The law is not yet formally enacted but is definitely designed to establish a new level of responsibility for animals and reflects a changing attitude that caused Mexico’s middle-class to spend $2.2 billion on pets in 2013.
The law also requires that collars are worn with visible ID tags, that dogs are leashed in public places; and adequate food, water and space is provided for owned pets, according to the AP.
Two other requirements designed to increase animal and public safety are that trainers cannot work with pets in public, and children under 14 will not be allowed to walk pets without an adult being present, the report states.
CULTURAL CHANGES IN MEXICO REGARDING PETS
An owned dog's life in Mexico has traditionally consisted of days chained to the roof of the house, says Newsday.
Mexico has an estimated 20 million dogs or more, many of them roaming the streets hunting for food in the trash or spending their days shut up in apartments by owners who see them simply as living burglar alarms.
Last year, the problem gained international attention when authorities said five people had been killed by a pack of feral dogs in the Cerro de Estrella park in Iztapalapa, a poor eastern neighborhood of Mexico City.

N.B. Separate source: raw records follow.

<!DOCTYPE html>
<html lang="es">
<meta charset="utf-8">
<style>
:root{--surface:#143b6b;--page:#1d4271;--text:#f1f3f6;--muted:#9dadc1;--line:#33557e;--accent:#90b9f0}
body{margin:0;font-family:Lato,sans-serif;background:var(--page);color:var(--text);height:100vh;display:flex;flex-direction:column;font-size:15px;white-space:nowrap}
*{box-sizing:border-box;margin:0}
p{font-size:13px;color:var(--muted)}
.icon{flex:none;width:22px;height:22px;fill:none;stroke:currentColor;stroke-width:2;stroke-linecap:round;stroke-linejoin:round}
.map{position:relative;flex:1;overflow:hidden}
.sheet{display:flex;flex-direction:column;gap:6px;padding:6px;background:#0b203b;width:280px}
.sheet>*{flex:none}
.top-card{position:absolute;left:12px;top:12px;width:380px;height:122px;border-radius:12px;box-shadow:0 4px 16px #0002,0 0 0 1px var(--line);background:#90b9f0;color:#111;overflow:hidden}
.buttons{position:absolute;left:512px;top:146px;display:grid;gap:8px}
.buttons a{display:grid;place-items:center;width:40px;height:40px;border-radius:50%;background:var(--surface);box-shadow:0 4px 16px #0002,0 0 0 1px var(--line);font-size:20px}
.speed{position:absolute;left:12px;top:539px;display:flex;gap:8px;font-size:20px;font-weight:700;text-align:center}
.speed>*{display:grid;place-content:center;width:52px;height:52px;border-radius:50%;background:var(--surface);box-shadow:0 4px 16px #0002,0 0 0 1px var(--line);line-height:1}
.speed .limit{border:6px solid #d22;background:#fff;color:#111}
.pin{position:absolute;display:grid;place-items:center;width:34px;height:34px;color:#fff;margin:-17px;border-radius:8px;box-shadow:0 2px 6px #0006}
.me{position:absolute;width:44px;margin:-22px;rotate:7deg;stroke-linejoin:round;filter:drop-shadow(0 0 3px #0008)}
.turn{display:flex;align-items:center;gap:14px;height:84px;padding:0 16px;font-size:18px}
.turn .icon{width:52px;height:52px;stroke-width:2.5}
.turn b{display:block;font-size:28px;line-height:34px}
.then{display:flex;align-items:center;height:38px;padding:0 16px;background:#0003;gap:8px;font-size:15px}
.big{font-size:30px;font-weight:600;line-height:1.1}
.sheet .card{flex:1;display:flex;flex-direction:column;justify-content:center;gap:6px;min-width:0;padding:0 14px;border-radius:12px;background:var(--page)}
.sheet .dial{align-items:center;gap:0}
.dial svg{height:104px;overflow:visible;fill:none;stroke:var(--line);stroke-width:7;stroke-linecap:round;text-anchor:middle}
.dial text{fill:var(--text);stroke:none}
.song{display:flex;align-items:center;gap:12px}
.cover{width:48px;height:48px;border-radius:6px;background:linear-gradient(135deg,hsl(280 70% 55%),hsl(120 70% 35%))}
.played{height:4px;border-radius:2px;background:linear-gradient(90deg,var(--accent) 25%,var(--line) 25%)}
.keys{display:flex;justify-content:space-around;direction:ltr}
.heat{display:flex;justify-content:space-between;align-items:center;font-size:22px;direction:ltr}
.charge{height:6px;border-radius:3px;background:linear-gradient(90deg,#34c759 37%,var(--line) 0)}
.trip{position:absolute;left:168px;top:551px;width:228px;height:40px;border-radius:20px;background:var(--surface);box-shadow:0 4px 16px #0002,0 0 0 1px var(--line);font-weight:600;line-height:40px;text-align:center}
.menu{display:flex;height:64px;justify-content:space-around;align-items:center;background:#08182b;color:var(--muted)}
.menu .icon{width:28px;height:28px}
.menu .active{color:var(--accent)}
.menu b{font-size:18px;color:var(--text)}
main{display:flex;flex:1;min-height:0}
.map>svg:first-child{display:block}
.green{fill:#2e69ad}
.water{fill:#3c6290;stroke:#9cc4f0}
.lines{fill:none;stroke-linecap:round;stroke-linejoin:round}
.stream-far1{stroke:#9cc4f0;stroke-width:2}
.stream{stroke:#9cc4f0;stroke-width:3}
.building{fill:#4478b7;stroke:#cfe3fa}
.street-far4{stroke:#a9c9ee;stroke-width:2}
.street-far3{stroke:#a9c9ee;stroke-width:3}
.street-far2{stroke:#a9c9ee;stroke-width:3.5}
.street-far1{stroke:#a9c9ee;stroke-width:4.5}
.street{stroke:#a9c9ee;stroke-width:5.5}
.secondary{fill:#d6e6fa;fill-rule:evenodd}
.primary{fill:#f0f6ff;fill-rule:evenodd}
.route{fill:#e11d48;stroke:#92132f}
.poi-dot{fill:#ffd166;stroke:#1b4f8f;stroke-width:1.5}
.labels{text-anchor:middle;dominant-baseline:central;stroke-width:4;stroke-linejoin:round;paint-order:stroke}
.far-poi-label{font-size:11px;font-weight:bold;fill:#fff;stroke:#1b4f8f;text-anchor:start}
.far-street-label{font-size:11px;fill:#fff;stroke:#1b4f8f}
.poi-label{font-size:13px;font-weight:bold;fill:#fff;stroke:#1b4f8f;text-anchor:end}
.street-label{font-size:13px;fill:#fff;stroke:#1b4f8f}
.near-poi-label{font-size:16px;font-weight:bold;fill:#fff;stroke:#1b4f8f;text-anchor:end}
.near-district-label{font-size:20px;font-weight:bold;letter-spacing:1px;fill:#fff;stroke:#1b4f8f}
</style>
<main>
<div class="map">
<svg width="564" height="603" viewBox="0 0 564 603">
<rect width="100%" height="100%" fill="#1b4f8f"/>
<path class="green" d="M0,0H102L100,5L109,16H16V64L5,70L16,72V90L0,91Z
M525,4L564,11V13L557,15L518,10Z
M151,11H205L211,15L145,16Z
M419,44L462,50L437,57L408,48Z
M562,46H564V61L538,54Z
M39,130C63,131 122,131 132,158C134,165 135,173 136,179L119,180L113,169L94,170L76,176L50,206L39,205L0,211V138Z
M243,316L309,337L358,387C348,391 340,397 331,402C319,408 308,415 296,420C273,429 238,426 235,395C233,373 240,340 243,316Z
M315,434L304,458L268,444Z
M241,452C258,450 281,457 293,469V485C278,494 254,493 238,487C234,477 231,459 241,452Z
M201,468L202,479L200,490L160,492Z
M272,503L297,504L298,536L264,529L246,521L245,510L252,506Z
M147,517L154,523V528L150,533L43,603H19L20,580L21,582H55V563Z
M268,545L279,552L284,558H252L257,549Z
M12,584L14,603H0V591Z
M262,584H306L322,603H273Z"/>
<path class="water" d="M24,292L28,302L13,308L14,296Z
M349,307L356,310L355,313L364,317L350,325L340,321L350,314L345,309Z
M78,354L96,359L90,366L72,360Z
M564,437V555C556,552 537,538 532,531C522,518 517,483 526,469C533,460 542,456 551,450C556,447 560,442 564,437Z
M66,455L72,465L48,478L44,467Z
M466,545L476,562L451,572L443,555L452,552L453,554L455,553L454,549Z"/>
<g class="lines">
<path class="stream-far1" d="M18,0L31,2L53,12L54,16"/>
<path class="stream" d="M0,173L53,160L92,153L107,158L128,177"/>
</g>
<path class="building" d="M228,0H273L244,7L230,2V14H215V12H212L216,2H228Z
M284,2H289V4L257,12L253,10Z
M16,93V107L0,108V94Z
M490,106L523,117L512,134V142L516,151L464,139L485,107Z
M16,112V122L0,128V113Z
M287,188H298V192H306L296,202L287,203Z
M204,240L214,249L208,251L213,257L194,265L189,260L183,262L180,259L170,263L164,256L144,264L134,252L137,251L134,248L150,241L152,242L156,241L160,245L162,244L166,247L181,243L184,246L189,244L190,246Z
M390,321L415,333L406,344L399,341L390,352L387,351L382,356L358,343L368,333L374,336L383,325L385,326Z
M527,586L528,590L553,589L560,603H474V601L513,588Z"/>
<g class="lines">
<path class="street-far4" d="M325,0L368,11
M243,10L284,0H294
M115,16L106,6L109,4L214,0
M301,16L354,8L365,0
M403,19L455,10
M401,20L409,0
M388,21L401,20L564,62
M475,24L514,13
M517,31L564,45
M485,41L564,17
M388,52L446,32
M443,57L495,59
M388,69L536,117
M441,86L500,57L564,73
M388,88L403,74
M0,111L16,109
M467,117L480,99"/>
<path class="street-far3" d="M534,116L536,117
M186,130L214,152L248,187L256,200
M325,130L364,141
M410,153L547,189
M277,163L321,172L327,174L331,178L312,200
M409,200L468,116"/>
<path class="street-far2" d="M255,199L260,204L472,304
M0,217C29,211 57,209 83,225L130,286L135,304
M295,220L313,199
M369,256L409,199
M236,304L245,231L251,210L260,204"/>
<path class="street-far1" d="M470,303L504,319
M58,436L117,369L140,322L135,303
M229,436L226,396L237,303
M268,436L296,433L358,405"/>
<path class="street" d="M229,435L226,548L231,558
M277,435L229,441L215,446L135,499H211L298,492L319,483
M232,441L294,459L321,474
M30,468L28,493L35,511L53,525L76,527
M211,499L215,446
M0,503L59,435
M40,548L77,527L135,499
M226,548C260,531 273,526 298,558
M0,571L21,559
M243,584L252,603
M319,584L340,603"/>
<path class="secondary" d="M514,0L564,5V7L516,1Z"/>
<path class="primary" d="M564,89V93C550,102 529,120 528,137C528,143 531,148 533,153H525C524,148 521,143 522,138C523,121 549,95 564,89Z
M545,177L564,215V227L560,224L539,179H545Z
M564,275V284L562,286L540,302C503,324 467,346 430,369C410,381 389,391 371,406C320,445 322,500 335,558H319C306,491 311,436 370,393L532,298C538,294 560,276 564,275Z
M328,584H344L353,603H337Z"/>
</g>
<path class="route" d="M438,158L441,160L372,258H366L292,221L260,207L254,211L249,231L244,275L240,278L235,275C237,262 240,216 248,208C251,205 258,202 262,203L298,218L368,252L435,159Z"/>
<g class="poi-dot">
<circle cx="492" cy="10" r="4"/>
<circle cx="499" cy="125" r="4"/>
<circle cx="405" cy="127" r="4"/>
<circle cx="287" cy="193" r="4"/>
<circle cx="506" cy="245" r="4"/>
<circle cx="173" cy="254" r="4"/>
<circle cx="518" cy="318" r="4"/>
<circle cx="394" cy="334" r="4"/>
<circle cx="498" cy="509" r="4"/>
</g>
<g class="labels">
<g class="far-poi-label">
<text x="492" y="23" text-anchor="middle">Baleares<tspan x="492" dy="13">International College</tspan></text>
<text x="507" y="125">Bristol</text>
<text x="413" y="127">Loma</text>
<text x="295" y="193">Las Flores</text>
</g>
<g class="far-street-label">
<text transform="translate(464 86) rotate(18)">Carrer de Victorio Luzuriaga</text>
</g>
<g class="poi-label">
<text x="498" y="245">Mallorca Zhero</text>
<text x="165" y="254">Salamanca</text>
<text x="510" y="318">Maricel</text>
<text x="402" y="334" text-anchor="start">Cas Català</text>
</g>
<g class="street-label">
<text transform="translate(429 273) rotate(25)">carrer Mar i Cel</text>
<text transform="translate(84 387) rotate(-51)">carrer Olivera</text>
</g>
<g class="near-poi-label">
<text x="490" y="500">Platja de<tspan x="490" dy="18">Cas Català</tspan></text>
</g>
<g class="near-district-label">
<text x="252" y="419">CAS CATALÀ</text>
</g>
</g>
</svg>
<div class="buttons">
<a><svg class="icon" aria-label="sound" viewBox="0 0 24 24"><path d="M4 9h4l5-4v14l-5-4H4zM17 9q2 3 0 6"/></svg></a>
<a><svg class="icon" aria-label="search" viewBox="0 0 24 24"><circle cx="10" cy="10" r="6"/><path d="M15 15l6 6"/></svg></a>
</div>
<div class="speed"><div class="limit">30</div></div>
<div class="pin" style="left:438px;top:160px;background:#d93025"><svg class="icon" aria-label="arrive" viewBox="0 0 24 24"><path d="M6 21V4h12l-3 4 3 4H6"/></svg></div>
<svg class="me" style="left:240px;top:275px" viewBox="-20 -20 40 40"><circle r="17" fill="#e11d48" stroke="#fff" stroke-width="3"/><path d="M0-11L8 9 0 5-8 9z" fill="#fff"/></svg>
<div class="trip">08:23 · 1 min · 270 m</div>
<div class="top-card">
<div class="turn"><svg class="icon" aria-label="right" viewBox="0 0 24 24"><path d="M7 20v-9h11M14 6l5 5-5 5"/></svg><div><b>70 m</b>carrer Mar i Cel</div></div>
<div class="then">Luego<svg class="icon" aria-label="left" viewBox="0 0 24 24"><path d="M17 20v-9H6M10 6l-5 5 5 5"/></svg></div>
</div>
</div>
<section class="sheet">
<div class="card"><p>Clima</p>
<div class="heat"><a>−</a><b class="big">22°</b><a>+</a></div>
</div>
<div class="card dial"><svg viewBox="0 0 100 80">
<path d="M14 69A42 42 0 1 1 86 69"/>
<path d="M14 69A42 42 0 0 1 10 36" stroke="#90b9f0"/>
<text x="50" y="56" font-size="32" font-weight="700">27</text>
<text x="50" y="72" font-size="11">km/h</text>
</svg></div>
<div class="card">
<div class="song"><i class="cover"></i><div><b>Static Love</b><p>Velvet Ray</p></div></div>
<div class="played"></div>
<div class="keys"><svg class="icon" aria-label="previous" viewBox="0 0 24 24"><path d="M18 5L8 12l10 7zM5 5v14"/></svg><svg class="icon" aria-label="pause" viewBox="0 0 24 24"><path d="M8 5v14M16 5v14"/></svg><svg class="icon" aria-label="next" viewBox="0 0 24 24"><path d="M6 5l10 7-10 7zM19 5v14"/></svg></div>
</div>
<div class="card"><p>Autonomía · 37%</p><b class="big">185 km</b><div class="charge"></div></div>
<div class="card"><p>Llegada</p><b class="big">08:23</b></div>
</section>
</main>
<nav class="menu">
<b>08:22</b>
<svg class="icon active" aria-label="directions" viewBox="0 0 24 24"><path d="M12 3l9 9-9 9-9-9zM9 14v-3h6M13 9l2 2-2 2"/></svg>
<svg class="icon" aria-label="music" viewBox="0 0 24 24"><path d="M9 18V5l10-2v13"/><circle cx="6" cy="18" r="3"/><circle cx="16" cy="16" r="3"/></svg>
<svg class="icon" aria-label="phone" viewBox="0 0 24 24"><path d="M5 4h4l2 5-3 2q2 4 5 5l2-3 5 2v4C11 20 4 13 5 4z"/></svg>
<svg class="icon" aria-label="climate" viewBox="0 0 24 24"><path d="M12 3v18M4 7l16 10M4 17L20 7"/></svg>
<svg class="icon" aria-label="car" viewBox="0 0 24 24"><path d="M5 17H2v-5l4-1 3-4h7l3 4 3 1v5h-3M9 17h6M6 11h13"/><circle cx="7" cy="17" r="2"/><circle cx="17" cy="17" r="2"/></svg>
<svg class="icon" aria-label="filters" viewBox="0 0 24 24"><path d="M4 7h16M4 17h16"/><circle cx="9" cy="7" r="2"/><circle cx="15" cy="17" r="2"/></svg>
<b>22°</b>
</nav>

LAW INTENDS TO ADDRESS PUPPY MILLS AND ILLEGAL SALES
"The decision to sterilize pets should be voluntary," said Juan Luis Martinez, administrative director of the Mexican Dog Fanciers Federation.
Breeders who claim to be “legal” say the law violates an owner’s right to breed animals responsibly.
By forcing legitimate facilities out of business, puppy and kitten breeding in the hands of unscrupulous dealers who sell animals out of car trunks or from crates at street markets the AP reports.
Martinez told the AP that the law's requirements, including fines from about $100 up to as much as $5,000, could encourage noncompliance and lead people to dump more animals in the street and parks.